La Grande Magie à la Comédie-Française

La Grande Magie à la Comédie-Française, De Filippo
La salle Richelieu de la Comédie-Française se remplit jusqu’aux poulaillers d’un large public, traditionnels retraités, jeunes couples, familles avec enfants. La soirée ne décevra pas : la vénérable institution donne ici un spectacle agréable et d’honnête facture.

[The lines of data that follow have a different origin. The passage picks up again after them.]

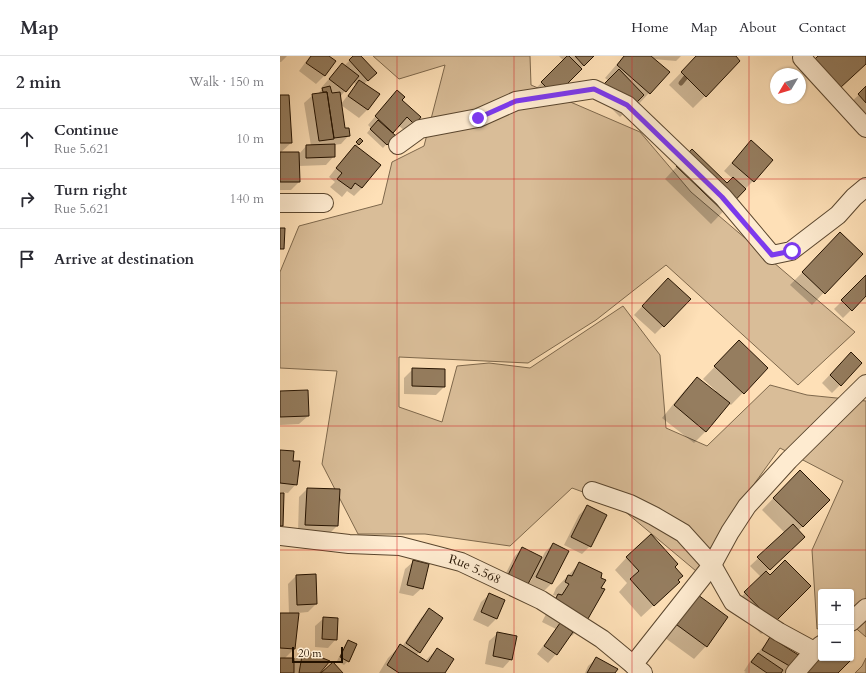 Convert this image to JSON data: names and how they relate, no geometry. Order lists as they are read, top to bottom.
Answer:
{
  "streets": {
    "street": ["Rue 5.568"]
  },
  "scale_bar": "20 m",
  "north": "bottom left",
  "page": {
    "header": "Map",
    "nav": [
      "Home",
      "Map",
      "About",
      "Contact"
    ],
    "heading": ["2 min", "Walk · 150 m"],
    "list": [
      ["Continue", "Rue 5.621", "10 m"],
      ["Turn right", "Rue 5.621", "140 m"],
      "Arrive at destination"
    ],
    "map_buttons": ["+", "−"],
    "scale": "20 m"
  }
} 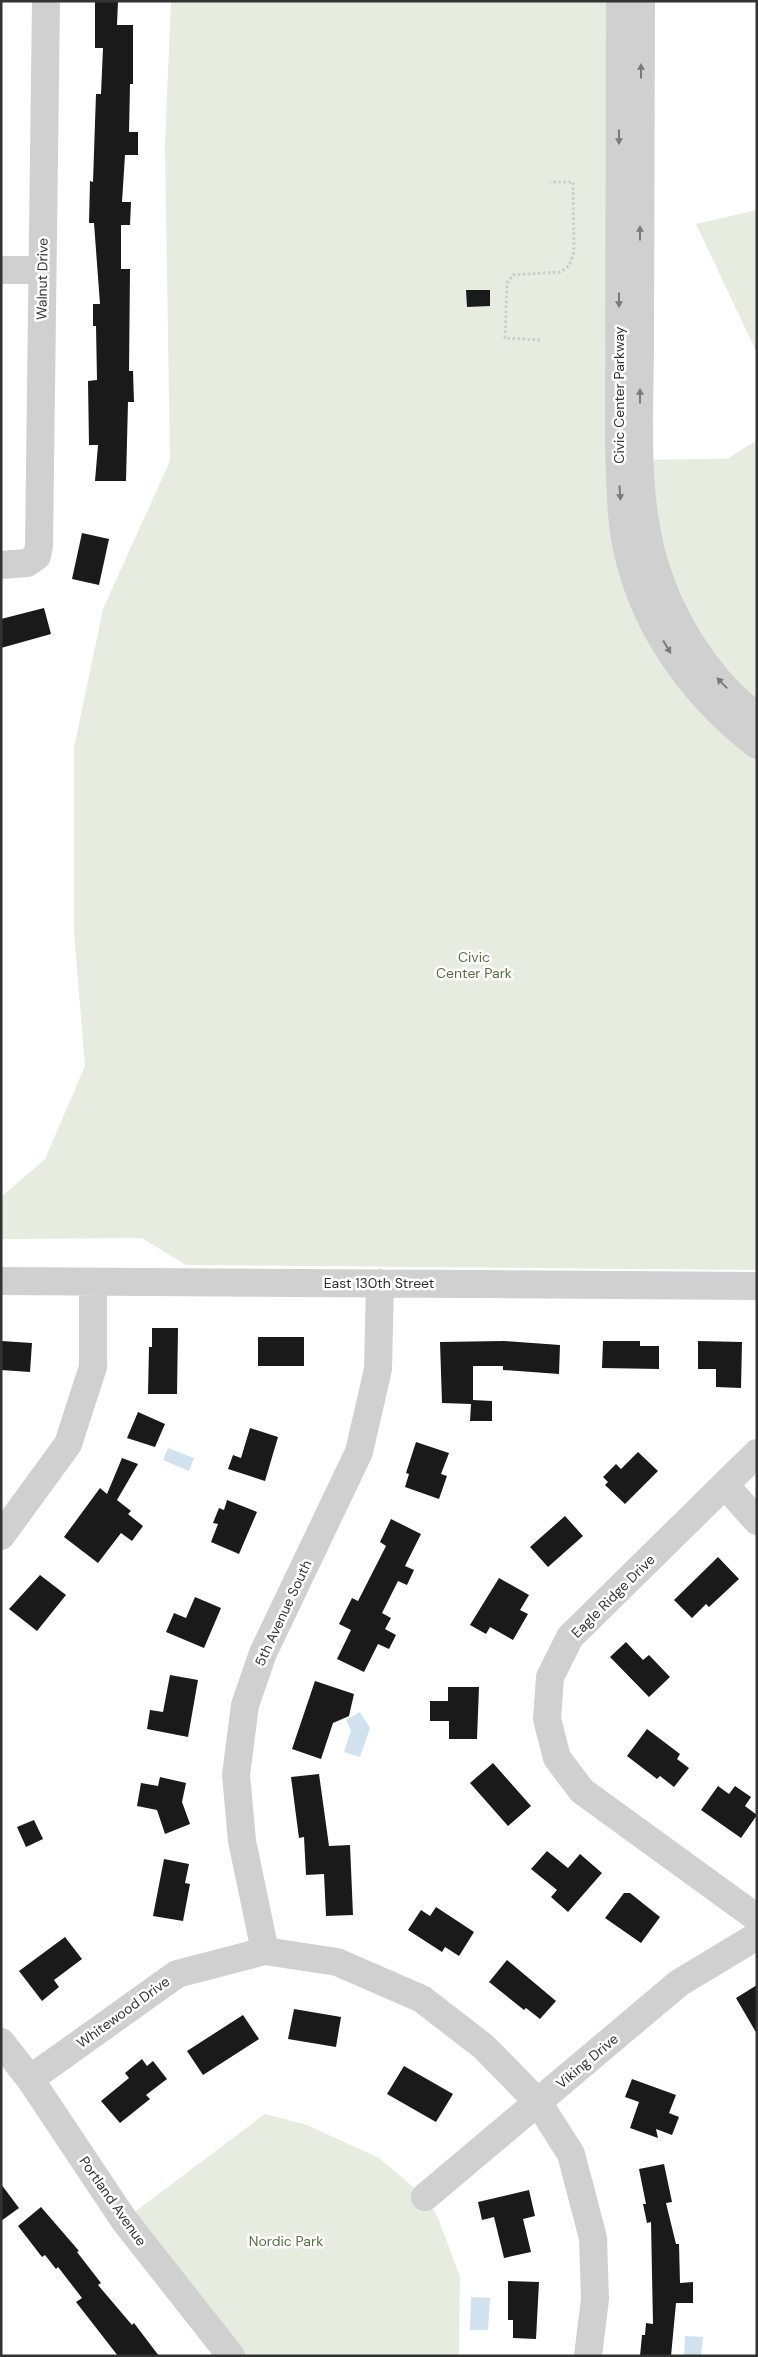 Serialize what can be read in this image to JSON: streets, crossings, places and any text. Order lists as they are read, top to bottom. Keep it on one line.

Ecrite en 1948 par le dramaturge italien Eduardo De Filippo – très connu dans son pays, moins en France – la pièce tient sur le papier en peu de phrases. Dans une station balnéaire, un homme très jaloux, Di Spelta, voit son épouse disparaître dans un sarcophage au cours d’un numéro de prestidigitation. La belle s’est dans les faits enfuie avec son amant ; Marvuglia, le magicien, persuade le mari qu’elle se trouve dans une petite boîte : cette boîte lui rendra son épouse dès qu’il l’ouvrira, si et seulement si, en le faisant, il a suffisamment confiance en elle…

Si la prestidigitation repose sur l’apparence, si ses tours se jouent de ce que nos yeux peuvent voir et ne voir point, la pièce montre que la magie, pour survivre aux lois sensorielles, est avant tout affaire de mots (c’est avec de belles phrases que Marvuglia et ses complices emberlificotent le pauvre mari trompé) et tout autant affaire de croyance. Si Di Spelta, pour retrouver sa femme, préfère se vautrer dans l’illusion, c’est que cet être sans foi ni rêve au départ trouve son compte dans les fables dont on le berce et auxquelles il finit par tenir plus qu’à la réalité…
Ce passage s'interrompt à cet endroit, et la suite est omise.